[Given entries — start]

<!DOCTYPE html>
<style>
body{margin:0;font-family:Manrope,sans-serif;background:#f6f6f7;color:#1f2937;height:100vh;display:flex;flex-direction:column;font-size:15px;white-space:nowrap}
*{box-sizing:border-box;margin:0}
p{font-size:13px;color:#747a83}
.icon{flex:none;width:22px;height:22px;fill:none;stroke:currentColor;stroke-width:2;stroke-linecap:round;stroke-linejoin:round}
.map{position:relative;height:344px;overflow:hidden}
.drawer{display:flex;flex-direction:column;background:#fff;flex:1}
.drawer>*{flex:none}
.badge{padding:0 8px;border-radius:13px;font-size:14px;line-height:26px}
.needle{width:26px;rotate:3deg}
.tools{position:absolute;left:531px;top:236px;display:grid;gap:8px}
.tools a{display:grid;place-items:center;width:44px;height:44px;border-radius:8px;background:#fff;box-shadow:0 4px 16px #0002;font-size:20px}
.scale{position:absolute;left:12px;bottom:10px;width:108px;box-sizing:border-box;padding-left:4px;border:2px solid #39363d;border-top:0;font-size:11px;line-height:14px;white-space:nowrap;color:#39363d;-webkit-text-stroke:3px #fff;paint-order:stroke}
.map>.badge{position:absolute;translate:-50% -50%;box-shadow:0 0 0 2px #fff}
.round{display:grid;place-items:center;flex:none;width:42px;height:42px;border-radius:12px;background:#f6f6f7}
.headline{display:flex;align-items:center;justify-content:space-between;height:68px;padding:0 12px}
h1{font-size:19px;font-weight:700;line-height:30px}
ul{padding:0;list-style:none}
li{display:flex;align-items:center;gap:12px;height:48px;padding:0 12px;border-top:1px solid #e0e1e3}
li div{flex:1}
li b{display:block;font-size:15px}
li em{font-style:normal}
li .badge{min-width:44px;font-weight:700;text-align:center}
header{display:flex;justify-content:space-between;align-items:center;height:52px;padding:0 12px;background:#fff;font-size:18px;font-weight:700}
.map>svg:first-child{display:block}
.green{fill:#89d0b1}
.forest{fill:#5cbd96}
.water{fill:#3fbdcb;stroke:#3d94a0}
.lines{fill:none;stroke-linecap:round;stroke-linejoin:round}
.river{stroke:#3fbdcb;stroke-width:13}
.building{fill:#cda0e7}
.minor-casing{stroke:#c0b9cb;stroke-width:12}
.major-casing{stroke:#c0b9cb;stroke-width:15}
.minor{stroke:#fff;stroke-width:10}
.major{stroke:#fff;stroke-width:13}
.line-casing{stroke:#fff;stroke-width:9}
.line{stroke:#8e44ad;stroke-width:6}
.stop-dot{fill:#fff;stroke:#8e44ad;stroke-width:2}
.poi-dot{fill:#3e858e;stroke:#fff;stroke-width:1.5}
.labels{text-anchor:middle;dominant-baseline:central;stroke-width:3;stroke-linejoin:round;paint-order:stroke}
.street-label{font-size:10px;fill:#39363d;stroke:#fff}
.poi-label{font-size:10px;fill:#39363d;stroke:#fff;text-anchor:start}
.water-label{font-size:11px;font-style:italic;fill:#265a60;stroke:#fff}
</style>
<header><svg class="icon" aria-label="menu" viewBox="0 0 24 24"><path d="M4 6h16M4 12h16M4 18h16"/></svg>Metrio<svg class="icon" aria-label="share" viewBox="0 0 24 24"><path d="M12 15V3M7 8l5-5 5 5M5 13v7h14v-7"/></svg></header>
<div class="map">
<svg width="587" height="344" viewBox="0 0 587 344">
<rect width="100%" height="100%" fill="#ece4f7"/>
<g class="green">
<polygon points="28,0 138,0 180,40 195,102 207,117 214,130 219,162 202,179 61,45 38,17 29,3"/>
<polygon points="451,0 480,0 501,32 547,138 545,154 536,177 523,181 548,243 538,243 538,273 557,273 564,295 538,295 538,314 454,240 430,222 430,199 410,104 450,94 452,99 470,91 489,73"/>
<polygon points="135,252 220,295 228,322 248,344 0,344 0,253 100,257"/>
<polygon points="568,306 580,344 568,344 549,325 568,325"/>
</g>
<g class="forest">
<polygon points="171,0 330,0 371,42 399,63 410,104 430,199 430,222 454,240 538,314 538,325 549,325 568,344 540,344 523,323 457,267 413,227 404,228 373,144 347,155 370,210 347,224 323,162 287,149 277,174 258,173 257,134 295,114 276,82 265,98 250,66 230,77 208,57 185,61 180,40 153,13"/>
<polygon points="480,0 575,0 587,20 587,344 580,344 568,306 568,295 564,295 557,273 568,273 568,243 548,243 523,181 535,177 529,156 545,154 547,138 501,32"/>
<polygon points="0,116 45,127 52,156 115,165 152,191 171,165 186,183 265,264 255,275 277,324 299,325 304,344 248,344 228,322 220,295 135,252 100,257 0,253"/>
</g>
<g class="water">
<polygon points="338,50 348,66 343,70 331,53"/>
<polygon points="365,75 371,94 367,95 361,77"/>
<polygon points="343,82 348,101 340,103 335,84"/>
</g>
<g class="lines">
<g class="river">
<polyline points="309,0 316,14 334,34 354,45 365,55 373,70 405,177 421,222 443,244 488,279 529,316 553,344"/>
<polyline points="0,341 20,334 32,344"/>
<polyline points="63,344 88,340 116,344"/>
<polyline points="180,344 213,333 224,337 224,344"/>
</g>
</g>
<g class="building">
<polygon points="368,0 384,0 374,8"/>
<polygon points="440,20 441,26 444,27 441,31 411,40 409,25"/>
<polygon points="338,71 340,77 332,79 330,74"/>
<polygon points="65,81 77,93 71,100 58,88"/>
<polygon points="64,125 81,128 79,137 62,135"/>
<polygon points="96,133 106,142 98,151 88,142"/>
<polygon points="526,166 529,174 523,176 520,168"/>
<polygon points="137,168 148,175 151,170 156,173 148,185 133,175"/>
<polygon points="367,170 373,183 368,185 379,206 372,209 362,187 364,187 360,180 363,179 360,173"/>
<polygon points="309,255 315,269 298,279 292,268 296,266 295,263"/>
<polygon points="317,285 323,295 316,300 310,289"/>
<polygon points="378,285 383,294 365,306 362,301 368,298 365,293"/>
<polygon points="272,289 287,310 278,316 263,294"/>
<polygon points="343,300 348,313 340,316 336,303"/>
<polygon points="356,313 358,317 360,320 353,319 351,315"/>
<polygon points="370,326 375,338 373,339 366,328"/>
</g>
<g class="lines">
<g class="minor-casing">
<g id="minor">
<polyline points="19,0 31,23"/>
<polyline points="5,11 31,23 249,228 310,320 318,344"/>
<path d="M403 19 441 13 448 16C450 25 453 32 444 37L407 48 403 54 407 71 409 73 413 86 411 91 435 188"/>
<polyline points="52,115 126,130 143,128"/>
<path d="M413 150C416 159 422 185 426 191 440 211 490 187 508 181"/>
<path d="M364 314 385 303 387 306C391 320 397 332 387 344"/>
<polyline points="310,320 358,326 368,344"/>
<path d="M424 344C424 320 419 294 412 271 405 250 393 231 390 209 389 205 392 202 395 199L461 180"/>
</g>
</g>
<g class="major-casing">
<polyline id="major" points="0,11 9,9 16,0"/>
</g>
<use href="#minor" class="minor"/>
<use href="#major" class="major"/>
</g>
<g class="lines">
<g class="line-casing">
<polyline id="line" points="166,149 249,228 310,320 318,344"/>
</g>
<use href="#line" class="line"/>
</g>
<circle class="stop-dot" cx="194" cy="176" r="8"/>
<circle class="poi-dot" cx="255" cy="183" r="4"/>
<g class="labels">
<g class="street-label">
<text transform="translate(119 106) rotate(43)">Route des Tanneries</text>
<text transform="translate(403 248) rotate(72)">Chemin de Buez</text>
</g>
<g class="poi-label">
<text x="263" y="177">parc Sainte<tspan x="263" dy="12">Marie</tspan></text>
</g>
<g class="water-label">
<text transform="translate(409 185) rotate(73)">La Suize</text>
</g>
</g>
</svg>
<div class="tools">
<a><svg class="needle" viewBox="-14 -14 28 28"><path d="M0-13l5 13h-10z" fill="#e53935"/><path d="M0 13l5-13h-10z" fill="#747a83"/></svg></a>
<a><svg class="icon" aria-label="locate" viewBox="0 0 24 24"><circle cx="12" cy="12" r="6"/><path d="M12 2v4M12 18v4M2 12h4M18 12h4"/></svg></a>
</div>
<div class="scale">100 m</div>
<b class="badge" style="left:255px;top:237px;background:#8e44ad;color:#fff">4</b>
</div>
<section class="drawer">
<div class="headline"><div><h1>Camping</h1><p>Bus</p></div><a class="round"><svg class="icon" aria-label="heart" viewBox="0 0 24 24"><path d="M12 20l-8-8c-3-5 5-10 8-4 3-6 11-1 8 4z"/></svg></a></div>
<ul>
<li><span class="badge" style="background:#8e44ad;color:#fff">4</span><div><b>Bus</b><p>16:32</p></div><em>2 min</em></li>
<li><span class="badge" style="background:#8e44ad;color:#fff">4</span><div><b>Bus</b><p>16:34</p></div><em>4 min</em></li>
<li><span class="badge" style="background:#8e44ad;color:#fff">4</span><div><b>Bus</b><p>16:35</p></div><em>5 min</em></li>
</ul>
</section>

[Given entries — finish]

> Task directions: Gather up every line in the data above that contains the word "labels", copying each one.

> Task response:
.labels{text-anchor:middle;dominant-baseline:central;stroke-width:3;stroke-linejoin:round;paint-order:stroke}
<g class="labels">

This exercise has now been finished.